This is in fact a common way of making LED “throwies” - just a 10mm LED, a CR2032 coin battery and a neodymium magnet all taped together..
Ignore this post.
I got LEDs because I didn’t want to have to use 1800W current. I was trying to get something completely safe.
I don’t know how to get an incandescent bulb any more. Fluorescents don’t dim well, so I’m at LEDs.
I wasn’t talking about using bulbs intended for household 110V current. But rather low voltage flashlight bulbs like these: Amazon.com : incandescent flashlight bulb.
Amazon, search “incandescent flashlight bulb”. But the chain hardware stores have them, too.
ETA: Damn you, @LSLGuy!
This won’t electroplate the electrodes in the ohm meter?

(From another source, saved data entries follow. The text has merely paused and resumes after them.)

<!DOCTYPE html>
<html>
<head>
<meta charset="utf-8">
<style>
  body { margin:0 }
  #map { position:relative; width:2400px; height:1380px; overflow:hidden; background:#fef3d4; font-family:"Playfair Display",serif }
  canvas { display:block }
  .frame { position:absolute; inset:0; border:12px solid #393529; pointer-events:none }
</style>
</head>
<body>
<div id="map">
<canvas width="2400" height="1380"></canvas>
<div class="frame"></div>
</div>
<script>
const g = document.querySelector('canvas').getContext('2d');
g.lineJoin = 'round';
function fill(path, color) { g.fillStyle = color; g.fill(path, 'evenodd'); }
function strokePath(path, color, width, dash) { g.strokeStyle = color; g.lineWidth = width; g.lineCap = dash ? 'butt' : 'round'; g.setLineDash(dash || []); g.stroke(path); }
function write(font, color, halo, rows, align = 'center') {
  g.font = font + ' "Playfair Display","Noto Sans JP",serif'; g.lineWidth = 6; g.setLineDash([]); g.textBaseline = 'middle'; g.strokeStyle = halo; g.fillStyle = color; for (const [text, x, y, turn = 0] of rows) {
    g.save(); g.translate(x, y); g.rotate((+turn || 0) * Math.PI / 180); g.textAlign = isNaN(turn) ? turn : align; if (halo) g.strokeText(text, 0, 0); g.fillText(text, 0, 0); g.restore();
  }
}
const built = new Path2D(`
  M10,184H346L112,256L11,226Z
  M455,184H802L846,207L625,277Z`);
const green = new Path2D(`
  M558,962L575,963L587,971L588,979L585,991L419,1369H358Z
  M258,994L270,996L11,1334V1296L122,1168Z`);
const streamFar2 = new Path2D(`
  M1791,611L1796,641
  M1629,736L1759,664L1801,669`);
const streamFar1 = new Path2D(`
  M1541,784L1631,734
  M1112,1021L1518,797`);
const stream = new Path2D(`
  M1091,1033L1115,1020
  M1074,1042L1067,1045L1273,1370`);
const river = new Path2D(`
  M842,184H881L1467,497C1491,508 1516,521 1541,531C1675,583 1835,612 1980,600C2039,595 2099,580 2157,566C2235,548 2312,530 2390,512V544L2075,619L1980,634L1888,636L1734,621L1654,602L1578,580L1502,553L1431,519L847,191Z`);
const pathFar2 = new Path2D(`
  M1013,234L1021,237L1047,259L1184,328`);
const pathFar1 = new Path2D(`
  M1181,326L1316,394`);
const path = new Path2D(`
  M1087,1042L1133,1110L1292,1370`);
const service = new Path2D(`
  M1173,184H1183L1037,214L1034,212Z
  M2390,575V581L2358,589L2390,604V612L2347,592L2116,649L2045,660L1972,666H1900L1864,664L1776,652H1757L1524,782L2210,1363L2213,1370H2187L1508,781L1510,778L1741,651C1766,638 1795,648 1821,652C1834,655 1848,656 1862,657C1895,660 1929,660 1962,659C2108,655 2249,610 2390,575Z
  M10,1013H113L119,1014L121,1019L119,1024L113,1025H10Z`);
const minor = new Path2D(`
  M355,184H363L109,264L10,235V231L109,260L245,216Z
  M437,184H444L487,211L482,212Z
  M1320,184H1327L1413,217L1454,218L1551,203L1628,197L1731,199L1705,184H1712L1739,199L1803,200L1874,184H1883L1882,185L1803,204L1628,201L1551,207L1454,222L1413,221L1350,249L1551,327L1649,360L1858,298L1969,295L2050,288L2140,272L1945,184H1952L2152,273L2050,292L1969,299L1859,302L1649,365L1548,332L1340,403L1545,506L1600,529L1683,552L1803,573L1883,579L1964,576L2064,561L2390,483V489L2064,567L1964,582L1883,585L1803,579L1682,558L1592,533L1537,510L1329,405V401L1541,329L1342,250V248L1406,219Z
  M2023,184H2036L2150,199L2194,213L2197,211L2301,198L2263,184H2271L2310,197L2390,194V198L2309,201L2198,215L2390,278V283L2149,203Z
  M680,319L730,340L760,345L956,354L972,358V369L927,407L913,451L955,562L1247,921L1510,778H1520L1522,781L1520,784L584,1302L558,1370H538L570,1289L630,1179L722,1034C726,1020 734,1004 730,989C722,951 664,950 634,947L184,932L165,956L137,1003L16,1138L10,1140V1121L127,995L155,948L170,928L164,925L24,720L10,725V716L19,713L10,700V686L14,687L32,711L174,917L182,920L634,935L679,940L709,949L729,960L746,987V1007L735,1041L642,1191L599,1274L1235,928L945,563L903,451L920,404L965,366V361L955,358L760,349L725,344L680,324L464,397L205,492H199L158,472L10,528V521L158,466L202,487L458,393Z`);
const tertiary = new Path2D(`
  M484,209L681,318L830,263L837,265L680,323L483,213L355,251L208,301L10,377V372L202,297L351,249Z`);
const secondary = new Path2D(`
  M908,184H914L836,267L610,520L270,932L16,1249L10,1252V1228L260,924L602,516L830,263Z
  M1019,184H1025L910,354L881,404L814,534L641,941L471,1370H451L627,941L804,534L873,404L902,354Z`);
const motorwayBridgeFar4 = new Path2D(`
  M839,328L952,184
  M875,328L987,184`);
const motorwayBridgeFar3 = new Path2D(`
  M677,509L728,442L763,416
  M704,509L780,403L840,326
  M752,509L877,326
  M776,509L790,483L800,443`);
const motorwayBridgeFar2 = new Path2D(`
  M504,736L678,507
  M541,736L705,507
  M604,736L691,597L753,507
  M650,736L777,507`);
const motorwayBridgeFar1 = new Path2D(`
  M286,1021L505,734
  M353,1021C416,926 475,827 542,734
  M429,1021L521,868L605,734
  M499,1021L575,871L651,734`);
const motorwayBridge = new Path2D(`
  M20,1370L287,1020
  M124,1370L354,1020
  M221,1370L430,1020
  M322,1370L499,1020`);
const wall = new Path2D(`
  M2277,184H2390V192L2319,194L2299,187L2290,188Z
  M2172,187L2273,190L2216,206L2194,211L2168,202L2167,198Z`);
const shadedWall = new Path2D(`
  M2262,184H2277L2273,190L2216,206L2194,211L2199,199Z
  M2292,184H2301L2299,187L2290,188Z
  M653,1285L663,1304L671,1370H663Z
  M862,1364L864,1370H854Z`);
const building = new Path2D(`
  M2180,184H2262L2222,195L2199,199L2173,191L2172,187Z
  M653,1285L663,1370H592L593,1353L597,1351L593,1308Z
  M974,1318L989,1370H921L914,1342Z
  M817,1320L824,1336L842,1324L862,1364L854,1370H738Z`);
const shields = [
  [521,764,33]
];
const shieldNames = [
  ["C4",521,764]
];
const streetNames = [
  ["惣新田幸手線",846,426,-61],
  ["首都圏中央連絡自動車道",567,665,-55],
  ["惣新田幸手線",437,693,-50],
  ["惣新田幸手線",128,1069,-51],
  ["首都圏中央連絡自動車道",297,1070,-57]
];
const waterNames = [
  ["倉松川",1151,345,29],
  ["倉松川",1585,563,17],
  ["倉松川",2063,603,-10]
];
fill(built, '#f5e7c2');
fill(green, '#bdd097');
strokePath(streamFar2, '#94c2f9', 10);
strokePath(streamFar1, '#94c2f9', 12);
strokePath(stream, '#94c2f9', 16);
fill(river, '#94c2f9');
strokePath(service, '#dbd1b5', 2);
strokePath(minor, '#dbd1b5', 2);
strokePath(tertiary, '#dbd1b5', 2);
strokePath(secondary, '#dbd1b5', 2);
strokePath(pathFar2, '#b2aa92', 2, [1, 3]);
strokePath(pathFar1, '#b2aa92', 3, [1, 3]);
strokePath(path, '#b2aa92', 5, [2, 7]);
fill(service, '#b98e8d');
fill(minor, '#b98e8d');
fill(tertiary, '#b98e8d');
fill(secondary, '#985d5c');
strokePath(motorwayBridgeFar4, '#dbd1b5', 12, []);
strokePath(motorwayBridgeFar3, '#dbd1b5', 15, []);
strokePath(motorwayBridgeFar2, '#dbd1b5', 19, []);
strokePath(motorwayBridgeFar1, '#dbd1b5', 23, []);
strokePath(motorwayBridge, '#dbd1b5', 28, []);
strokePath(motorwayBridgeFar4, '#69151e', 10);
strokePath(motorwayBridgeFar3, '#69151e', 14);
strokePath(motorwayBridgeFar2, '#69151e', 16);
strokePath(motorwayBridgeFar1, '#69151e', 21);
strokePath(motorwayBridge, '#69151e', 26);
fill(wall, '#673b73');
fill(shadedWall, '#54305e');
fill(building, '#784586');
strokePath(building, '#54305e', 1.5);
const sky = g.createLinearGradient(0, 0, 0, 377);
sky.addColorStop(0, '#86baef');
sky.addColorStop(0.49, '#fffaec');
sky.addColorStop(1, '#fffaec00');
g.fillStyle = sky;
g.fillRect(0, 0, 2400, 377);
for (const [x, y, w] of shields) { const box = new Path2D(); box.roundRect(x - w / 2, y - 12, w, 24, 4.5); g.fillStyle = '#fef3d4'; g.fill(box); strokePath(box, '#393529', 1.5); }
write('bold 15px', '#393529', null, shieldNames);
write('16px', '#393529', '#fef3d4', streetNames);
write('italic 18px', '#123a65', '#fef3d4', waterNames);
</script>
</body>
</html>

Not if the meter is the excitation source; it sources just a few hundred microamps for the resistance function. Plus your test probe tips likely have a nickel plating on them, which is very corrosion resistant. (The tips of your fingers have a layer of saltwater and acids, yet touching the tips of the probes won’t cause them to corrode.) If you’re concerned about it, simply use a couple stainless steel probes in the jar of water (stainless steel bolts would work fine), and connect to them using alligator clips.
60 Hz is well above the flicker rate. The light would look steady. The standard for film movies was 24 frames/second.
The flicker fusion threshold is highly dependent on circumstances and is usually higher (sometimes way higher) than that. You probably will have seen 60 Hz flickering in the wild. In the right settings the fusion threshold can be north of 1 kHz for some.
For the experimental set up proposed above, there are many things working toward higher fusion thresholds. The type of light source offers no intrinsic persistence; the intent is to run it at non-design currents; the source will be only half-rectified AC, leaving the LED off more often than on; the LED is a visual point, meaning persistence in the visual system doesn’t help during eye motion (voluntary or otherwise); the room lights will probably be dimmed or off; and the audience appears to be a room full of teenagers, for whom flicker fusion rates will be highest.
I hedged in my original mention of this, but to be honest, I would definitely bet that the flickering would be noticeable in this scenario.
If you are waving the light around, yes you can see stroboscopic effects. That seems more like fun than a problem.